Interestingly, people from traditional cultures where starch is a big part of the nutritional intake have passed down a higher concentration of the AMY1 gene. The Japanese have very high AMY1 gene concentrations, as opposed to the more “hunter-oriented” culture from the Congo, who have very low levels of AMY1. Where are your ancestors from, and are starches the best thing for you to be eating?
It really is all in your genes. The research related to our ancestors and our genetic make-up goes on and on. Did you know that for some of us, a plant-based diet is more than a desire based on our beliefs about animal rights or other cultural choices? Our desire for a plant-based diet can be the result of a genetic predisposition in our ability to process Vitamin A. Conversely, some of us have a genetic mutation that blunts our ability to convert beta-carotene into Vitamin A. If your body is unable to efficiently convert beta-carotene into Vitamin A, you may not be able to survive at all on a plant-based diet, thus forcing you to get nutrients from animal sources.
Even our blood type has been shown to drive nutritional needs (You’ve heard of The Blood Type Diet by Dr. Peter D’Adamo?) People with different blood types have been shown to be susceptible to different diseases and definitely respond to foods differently. Studies show that people with Type B blood should avoid corn, wheat, lentils, tomatoes, peanuts and even chicken.
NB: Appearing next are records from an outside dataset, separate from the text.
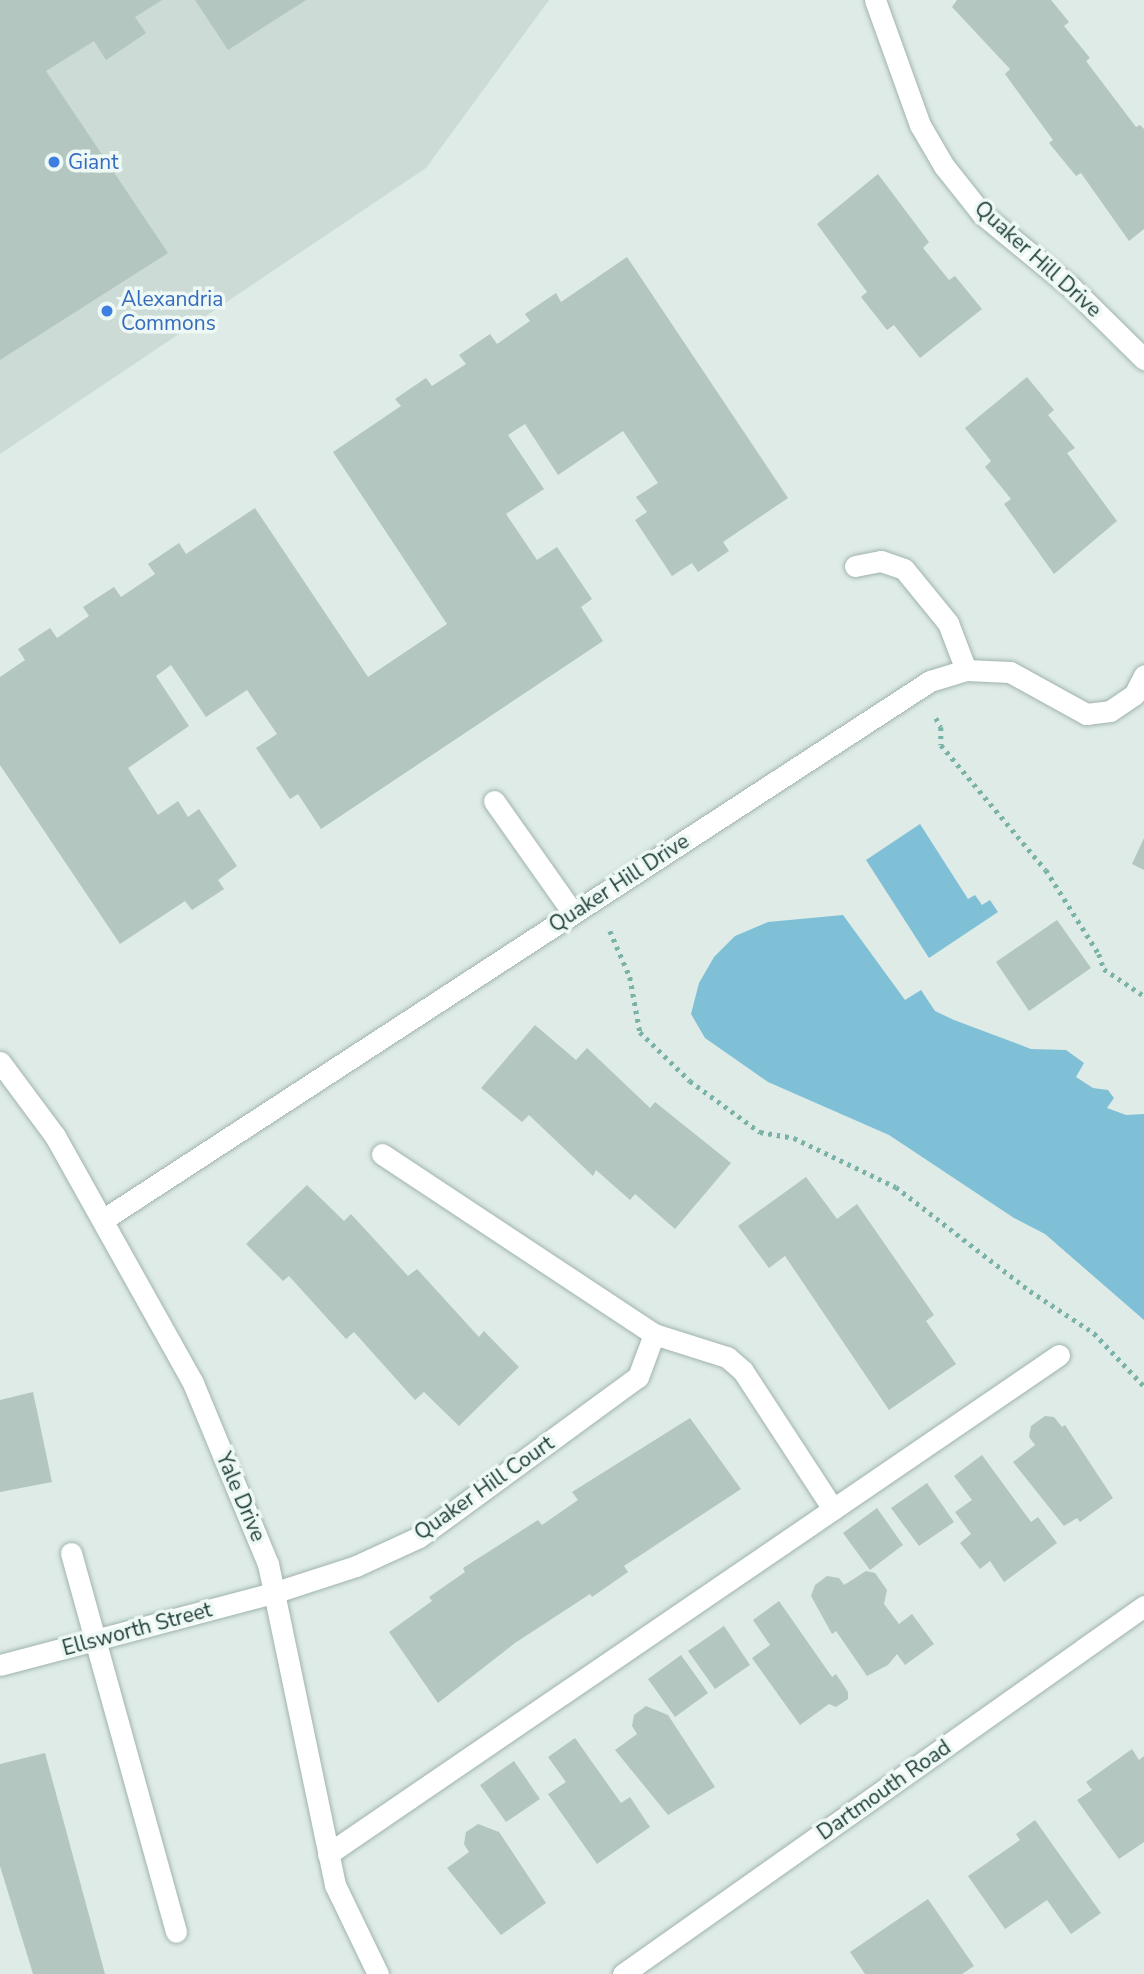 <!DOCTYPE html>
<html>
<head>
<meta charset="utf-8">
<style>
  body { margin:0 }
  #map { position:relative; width:1144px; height:1974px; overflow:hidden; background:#deebe7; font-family:"Nunito Sans",sans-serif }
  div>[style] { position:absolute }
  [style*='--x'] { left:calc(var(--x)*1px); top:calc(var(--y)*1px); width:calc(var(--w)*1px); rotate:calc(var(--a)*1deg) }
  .built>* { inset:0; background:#ccdbd6 }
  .water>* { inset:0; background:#7fc0d7 }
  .building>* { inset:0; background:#b3c6c0 }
  .path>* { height:4.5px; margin-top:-2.25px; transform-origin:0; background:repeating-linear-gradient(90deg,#7bb2a7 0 3.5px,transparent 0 8.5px) }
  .roads { filter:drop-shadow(0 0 2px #a0b3af) drop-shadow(0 0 2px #a0b3af) }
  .service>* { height:21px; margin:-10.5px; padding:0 10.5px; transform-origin:10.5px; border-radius:10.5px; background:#fff }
  .minor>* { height:21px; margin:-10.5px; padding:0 10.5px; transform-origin:10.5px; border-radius:10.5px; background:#fff }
  .tertiary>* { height:21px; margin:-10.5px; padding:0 10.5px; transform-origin:10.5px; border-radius:10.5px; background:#fff }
  .dots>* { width:19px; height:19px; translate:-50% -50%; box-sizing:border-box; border:4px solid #eef8f4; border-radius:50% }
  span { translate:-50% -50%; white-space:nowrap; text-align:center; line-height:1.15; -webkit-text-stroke:7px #eef8f4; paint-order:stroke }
  .shop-label { font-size:21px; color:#366cbe }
  .left { translate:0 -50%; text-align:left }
  .street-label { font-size:21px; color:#1d3c37 }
</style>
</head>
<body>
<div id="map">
  <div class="built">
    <div style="clip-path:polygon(0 0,549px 0,426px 168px,0 454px)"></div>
  </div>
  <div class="water">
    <div style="clip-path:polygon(920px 824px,968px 899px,975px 895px,982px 905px,990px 900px,998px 912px,929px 958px,866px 860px)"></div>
    <div style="clip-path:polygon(843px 915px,905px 1000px,921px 990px,935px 1011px,954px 1020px,1031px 1049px,1066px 1050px,1084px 1063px,1076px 1077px,1093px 1088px,1108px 1090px,1114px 1098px,1107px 1108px,1126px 1115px,1144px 1114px,1144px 1320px,1045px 1234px,1014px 1218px,889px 1135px,768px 1082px,705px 1038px,691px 1014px,699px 983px,714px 957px,735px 936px,768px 922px)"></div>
  </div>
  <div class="building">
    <div style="clip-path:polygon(0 0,162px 0,135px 17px,146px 33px,106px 60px,94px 41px,46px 71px,168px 253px,0 360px)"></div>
    <div style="clip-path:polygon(195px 0,306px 0,228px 50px)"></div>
    <div style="clip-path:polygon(957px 0,1051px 0,1069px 22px,1064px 26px,1090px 58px,1086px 61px,1136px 127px,1140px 125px,1144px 129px,1144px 229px,1129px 241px,1081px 173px,1076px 176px,1049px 143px,1053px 140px,1005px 74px,1010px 69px,952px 7px)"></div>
    <div style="clip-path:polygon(878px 174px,929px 242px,923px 248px,949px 280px,955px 276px,982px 309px,920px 358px,894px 325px,887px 330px,861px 297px,867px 292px,817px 224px)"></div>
    <div style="clip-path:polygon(627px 257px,788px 498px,723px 542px,729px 551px,698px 572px,692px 563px,672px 576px,635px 520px,647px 512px,636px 497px,658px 483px,623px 431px,558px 475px,525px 424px,508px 435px,544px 489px,506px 514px,537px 560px,557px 547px,592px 599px,581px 607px,603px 641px,321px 829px,298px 794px,290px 799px,256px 748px,277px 734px,247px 690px,206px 717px,171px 665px,156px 676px,189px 726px,128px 768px,158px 815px,178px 801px,188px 817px,199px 809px,237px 866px,218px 880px,224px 889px,192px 910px,185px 901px,120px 944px,0 765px,0 677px,25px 660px,18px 649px,50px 628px,57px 638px,89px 616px,83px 607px,114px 587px,121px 597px,155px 574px,148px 564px,179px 543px,186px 554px,255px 508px,368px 677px,447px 624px,333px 452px,401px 406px,395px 399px,426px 378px,432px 386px,466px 364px,459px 355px,490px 334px,497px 344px,530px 321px,525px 314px,556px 293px,561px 302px)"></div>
    <div style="clip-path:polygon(1027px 377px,1054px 410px,1048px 415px,1075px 448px,1067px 453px,1117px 521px,1054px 574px,1004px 504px,1011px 499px,985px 467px,991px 461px,965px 428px)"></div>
    <div style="clip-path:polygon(1144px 838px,1144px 870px,1132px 864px)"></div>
    <div style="clip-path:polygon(1057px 920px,1091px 968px,1029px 1011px,996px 962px)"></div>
    <div style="clip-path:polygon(535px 1025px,576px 1060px,587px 1048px,650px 1108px,655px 1102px,731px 1163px,675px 1229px,635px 1194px,630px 1200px,596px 1170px,593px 1176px,529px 1115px,522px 1122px,481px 1088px)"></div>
    <div style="clip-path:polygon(806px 1177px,837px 1219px,857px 1204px,934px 1315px,926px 1321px,956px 1364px,889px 1410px,785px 1256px,769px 1268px,738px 1226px)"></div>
    <div style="clip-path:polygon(307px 1185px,344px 1221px,351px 1214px,408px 1276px,417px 1269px,479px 1337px,484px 1331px,519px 1367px,459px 1426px,424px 1392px,415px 1400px,354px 1332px,346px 1339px,289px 1276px,283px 1281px,246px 1244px)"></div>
    <div style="clip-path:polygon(33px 1392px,52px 1482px,0 1492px,0 1400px)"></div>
    <div style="clip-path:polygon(1045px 1416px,1054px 1417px,1062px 1427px,1065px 1425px,1113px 1498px,1080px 1522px,1077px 1518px,1064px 1526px,1013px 1462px,1035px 1445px,1029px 1437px,1031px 1426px)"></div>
    <div style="clip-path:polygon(690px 1418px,741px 1489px,624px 1566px,628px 1572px,592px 1597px,590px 1594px,515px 1643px,438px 1703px,389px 1632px,432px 1601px,429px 1597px,465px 1572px,463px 1568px,538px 1520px,542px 1525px,578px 1500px,572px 1492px)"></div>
    <div style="clip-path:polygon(982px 1455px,1031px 1522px,1038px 1517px,1057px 1543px,1004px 1582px,990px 1561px,980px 1569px,960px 1543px,971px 1534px,955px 1512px,972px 1500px,954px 1476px)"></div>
    <div style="clip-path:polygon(927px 1483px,954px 1522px,919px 1546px,891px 1508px)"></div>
    <div style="clip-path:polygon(877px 1508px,903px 1545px,870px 1570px,843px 1533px)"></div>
    <div style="clip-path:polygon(866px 1571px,875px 1573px,887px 1590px,884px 1604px,899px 1624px,912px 1614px,934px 1644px,905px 1665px,897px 1654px,888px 1665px,867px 1676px,836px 1631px,832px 1634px,811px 1596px,815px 1585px,827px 1576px,839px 1578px,844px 1585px)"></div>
    <div style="clip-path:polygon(779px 1601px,832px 1677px,836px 1674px,848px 1692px,848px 1699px,836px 1707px,829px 1704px,800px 1725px,752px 1658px,770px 1645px,753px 1620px)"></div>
    <div style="clip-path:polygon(724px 1626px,750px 1665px,715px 1689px,688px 1651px)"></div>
    <div style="clip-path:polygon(681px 1655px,708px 1693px,675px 1717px,648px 1679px)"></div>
    <div style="clip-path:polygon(646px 1706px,668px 1715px,715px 1787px,668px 1815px,615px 1750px,637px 1734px,632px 1726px,634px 1715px)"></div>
    <div style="clip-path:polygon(575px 1738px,621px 1803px,630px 1797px,650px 1827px,597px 1864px,548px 1794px,566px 1782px,548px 1757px)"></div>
    <div style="clip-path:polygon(1132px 1749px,1139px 1760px,1144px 1756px,1144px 1842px,1119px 1859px,1077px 1800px,1092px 1790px,1086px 1782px)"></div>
    <div style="clip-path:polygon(45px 1753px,105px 1974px,33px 1974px,0 1866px,0 1764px)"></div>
    <div style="clip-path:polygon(514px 1761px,540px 1799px,506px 1822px,480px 1785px)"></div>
    <div style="clip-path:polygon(1035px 1820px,1101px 1913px,1071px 1934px,1047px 1900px,1005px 1929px,968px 1876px,1020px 1840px,1016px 1834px)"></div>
    <div style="clip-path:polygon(478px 1824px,499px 1832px,546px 1903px,501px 1935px,447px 1868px,469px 1852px,464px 1844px,466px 1832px)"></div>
    <div style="clip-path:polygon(928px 1899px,974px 1966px,962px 1974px,865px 1974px,850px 1952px)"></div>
  </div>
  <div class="path">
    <div style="--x:936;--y:718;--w:10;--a:61"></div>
    <div style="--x:941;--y:727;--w:18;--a:90"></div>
    <div style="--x:941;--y:745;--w:163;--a:50"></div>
    <div style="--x:1046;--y:870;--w:99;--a:57.8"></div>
    <div style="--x:1099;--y:954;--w:16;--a:72"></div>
    <div style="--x:1104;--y:969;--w:48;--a:34"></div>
    <div style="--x:610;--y:931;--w:50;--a:66.5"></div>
    <div style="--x:630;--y:977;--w:56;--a:79.7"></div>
    <div style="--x:640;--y:1032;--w:70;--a:44.4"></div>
    <div style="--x:690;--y:1081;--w:87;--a:36.1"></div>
    <div style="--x:760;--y:1132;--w:35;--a:10"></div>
    <div style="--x:794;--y:1138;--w:113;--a:25.7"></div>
    <div style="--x:896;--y:1187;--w:170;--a:37.8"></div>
    <div style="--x:1030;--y:1291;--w:77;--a:33.3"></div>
    <div style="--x:1094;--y:1333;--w:73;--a:46.7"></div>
  </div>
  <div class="roads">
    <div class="service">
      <div style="--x:855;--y:566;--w:26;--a:-11"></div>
      <div style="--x:881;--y:561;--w:24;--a:19"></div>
      <div style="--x:904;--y:569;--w:70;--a:50.8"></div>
      <div style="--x:948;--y:623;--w:50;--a:69"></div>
      <div style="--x:494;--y:801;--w:137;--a:54.8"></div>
      <div style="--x:71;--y:1553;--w:393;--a:74.5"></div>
      <div style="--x:328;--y:1854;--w:885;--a:-34.32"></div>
    </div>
    <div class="minor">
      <div style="--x:875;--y:0;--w:133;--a:70.2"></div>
      <div style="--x:920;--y:125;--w:48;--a:59.7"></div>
      <div style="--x:944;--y:166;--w:61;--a:51.6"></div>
      <div style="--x:982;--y:214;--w:115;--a:39.4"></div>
      <div style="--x:1071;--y:287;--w:103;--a:44.6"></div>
      <div style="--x:382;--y:1154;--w:326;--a:33.5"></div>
      <div style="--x:654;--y:1334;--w:77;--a:17.5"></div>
      <div style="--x:727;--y:1357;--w:21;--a:41"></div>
      <div style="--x:743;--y:1371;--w:165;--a:56.9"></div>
      <div style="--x:104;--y:1219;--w:986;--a:-33.08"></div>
      <div style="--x:930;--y:681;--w:38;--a:-17"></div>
      <div style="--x:966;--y:670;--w:44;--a:2.6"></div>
      <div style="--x:1010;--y:672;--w:87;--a:28.9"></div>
      <div style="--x:1086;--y:714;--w:24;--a:-7"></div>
      <div style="--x:1110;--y:711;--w:29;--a:-34"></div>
      <div style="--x:1134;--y:695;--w:22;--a:-63"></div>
      <div style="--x:0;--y:1665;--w:282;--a:-14.8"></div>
      <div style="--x:273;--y:1593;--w:87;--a:-18"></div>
      <div style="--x:356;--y:1566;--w:69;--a:-24.7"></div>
      <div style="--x:419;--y:1537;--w:271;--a:-36.2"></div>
      <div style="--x:638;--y:1377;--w:46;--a:-69.6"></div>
      <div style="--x:623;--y:1974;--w:638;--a:-35.23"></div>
    </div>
    <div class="tertiary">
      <div style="--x:0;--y:1062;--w:92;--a:53.4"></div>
      <div style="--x:55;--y:1136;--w:283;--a:60.8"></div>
      <div style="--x:193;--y:1383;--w:196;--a:67.5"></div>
      <div style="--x:268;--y:1564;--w:328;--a:78.2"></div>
      <div style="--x:335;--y:1885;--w:99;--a:64.2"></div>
    </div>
  </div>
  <div class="dots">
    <div style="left:54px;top:162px;background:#3f7fe0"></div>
    <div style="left:107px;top:311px;background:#3f7fe0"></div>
  </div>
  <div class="shop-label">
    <span class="left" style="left:68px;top:162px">Giant</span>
    <span class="left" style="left:121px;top:311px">Alexandria<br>Commons</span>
  </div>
  <div class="street-label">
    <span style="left:1038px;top:259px;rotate:42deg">Quaker Hill Drive</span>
    <span style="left:619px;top:883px;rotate:-33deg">Quaker Hill Drive</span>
    <span style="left:484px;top:1488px;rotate:-35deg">Quaker Hill Court</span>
    <span style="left:241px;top:1497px;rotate:67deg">Yale Drive</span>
    <span style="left:137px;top:1629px;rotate:-15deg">Ellsworth Street</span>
    <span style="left:884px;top:1790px;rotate:-35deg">Dartmouth Road</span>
  </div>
</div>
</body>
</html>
All these foods can cause gut irritation and block the uptake of essential nutrients and slow the metabolism. Attention people with Type AB blood! Watch out for seafood, dairy, tofu, and many green vegetables. People with Type O blood should make sure their diet is higher in protein from animal sources and avoid grains and dairy foods. People with Type A blood have proven to be healthiest when they eat a vegetarian diet.
***Please note: I do not subscribe to any one diet or eating plan, but I know what works for me because I’ve tried everything. I am my own laboratory. I thoroughly research findings on health and nutrition to determine what makes sense from a scientific standpoint. I also familiarize myself with various popular (and unpopular) diets, some of which adopt principles of good nutrition but vary in method and application. It should be obvious by now that the same diet or lifestyle won’t work for everyone because we’re genetically different. That said, certain principles still apply: processed sugar isn’t good for anyone. Organic food is better than processed food full of chemicals. Certain foods are inflammatory. Etc.***
Science shows how we can be most effective in our approach to nutrition and the most beneficial way to get to what we call our “set weight”. Set weight refers to the ideal weight range for your body type, age, and genetic make-up. Never give up on your dreams on having the perfect body. Just make sure your perfect body fits your genes, and then you’ll fit into your jeans!